Proxima Fusion, a German startup chasing the dream of limitless clean energy, has secured €411 million ($469 million) in a funding round that values the company at €2.4 billion. The investment syndicate includes major strategic players: national energy giant RWE AG and Alphabet Inc.’s Google. The company aims to develop a commercial nuclear fusion plant that could come online within the next decade.

Nuclear fusion — the process that powers the sun — promises near-limitless energy with minimal waste, but it has remained tantalizingly out of reach for decades. Proxima Fusion is one of a new wave of startups betting that recent advances in materials science and magnetic confinement can finally make it viable. The backing from both a major utility and a tech titan signals growing confidence in the sector.

The €411 million raise values Proxima at €2.4 billion, according to Bloomberg. Google and RWE join existing investors in what is one of the largest private fusion fundraising rounds to date. Proxima has not disclosed a target date for its first plant beyond a vague 2030s timeline.
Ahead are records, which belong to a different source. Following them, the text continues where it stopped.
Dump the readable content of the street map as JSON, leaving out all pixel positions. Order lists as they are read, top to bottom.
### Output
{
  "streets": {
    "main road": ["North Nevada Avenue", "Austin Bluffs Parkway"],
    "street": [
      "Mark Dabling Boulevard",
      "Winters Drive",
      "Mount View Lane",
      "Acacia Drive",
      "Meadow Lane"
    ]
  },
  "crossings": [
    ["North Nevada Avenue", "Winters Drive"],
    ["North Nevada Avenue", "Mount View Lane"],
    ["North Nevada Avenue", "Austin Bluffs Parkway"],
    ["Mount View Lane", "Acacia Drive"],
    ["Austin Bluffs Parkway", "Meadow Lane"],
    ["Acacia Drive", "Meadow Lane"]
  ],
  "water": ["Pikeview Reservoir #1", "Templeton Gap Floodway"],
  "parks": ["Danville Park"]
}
If successful, Proxima's reactor could reshape energy markets, offering a carbon-free baseload power source that could complement renewables. The involvement of RWE provides a direct path to the European grid. Google’s participation, meanwhile, hints at the tech sector's growing hunger for reliable clean electricity to power AI data centers.

Yet the road is long. No fusion startup has yet demonstrated net energy gain at a commercial scale, and regulatory frameworks for fusion plants remain underdeveloped in Europe.